WHAT IS REQUIRED → Looking at the entries below, state how many lines contain the word "building". Give the number alone.
Start of Block
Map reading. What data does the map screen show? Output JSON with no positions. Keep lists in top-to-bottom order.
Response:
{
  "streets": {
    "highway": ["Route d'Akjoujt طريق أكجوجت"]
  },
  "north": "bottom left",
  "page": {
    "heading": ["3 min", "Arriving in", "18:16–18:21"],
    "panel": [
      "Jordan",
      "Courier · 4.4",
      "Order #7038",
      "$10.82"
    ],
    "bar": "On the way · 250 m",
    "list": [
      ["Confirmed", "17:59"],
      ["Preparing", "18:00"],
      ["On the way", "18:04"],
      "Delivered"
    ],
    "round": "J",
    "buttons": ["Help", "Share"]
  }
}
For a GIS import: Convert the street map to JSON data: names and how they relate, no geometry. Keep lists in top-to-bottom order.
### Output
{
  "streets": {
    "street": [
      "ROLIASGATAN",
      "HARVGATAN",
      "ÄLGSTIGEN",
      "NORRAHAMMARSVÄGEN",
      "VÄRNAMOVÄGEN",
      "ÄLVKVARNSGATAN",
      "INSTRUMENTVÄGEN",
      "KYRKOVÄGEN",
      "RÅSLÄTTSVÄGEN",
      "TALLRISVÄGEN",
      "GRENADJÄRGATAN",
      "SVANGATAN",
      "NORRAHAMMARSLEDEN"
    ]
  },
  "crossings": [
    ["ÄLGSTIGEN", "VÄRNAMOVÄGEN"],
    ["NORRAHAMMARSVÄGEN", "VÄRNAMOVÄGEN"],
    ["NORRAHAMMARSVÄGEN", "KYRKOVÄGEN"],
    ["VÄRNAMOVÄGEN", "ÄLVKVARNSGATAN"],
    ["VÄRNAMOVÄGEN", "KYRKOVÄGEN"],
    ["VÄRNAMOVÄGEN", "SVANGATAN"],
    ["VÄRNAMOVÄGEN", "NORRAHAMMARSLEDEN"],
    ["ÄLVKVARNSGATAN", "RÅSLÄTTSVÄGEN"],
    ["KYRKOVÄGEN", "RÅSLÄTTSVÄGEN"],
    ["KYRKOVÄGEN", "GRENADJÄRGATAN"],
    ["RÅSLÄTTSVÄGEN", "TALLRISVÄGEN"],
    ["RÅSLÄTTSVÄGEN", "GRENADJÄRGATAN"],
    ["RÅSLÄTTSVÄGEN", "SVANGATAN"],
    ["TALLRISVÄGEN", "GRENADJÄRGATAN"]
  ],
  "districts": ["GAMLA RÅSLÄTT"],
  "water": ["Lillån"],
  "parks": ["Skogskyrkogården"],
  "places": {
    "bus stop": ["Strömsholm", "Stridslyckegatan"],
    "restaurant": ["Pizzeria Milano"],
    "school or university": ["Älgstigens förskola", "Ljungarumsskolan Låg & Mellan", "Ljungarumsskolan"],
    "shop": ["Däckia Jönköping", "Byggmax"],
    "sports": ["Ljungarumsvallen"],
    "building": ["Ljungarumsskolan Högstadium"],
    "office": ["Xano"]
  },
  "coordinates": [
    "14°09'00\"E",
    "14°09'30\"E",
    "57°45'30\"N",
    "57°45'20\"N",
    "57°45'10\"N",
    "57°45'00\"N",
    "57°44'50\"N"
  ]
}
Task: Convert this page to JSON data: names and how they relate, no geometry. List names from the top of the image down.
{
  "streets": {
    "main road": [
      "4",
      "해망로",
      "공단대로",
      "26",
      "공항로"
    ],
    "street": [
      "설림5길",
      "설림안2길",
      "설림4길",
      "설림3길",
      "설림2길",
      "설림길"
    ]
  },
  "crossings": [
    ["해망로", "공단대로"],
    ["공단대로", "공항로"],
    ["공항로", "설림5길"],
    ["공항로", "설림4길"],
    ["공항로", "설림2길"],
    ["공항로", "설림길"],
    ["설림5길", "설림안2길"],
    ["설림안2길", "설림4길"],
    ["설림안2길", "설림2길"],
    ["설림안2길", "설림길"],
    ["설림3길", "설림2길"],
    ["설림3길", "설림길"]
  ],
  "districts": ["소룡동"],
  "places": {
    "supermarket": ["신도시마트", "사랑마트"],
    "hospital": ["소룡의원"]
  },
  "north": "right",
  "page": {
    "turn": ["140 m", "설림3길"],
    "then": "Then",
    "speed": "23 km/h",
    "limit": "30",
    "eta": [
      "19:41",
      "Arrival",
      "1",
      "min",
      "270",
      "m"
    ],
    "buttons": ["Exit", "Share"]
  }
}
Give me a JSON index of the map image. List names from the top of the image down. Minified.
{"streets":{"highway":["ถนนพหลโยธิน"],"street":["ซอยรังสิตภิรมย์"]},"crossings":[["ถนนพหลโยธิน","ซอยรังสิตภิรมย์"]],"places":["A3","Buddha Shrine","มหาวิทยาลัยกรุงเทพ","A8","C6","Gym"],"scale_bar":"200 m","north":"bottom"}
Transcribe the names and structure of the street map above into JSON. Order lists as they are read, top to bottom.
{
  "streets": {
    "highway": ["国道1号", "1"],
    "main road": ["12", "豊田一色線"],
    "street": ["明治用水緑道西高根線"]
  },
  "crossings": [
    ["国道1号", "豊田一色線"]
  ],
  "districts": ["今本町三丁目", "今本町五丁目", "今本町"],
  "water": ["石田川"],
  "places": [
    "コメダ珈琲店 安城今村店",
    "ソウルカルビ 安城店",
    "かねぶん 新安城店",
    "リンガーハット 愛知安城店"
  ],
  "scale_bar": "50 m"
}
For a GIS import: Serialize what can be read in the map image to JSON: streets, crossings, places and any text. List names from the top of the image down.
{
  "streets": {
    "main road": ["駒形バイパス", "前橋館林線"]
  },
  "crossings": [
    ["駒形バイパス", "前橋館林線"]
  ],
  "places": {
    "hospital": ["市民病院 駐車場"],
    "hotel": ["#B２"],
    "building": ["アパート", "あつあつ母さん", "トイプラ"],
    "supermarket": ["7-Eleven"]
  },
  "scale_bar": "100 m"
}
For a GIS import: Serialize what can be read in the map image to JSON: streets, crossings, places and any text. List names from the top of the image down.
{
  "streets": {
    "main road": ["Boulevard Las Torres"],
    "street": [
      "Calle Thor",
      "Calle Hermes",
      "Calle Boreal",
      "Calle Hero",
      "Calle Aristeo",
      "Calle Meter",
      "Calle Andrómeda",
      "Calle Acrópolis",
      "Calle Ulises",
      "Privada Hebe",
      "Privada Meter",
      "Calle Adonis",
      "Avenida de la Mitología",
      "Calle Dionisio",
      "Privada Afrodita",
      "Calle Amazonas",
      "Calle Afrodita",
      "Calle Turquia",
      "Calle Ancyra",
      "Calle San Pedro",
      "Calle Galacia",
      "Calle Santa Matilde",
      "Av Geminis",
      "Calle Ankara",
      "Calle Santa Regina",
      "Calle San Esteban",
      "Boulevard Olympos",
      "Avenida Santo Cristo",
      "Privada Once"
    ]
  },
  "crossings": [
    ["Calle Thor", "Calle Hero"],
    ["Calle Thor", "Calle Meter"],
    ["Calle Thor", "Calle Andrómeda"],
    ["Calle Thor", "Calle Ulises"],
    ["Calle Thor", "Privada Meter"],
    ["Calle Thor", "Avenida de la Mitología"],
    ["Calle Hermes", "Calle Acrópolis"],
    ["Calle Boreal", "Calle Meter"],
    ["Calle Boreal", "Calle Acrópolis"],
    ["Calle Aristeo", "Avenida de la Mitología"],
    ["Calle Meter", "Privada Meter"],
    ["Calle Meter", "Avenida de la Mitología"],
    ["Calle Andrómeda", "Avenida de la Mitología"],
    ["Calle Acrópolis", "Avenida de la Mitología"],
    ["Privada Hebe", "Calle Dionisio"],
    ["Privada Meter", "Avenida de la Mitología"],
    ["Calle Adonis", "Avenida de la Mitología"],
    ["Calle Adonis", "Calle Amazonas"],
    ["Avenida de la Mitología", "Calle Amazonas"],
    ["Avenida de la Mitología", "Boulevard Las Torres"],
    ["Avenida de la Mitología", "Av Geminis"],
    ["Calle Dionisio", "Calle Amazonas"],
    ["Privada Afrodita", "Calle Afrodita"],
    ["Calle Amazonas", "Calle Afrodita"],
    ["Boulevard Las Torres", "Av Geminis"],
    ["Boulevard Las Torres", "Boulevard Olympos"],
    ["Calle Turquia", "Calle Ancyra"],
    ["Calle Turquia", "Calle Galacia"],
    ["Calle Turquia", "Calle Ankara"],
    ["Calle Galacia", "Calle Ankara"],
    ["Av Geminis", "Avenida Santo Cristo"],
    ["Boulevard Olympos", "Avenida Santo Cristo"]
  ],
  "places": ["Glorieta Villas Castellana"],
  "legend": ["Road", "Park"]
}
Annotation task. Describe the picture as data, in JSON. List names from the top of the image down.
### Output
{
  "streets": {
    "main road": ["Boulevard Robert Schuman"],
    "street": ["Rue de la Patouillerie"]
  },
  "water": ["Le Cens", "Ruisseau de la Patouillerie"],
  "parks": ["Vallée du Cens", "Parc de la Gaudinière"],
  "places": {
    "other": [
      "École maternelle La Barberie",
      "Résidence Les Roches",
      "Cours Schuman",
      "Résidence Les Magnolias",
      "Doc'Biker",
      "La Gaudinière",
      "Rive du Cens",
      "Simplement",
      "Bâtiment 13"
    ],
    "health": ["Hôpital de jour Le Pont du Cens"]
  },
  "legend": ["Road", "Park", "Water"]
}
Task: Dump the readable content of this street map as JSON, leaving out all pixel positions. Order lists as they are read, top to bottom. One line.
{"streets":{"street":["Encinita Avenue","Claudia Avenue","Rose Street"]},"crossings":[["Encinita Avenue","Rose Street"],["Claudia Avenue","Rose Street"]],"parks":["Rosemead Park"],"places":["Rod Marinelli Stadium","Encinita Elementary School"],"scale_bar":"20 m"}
End of Block
EXERCISE RESPONSE → 2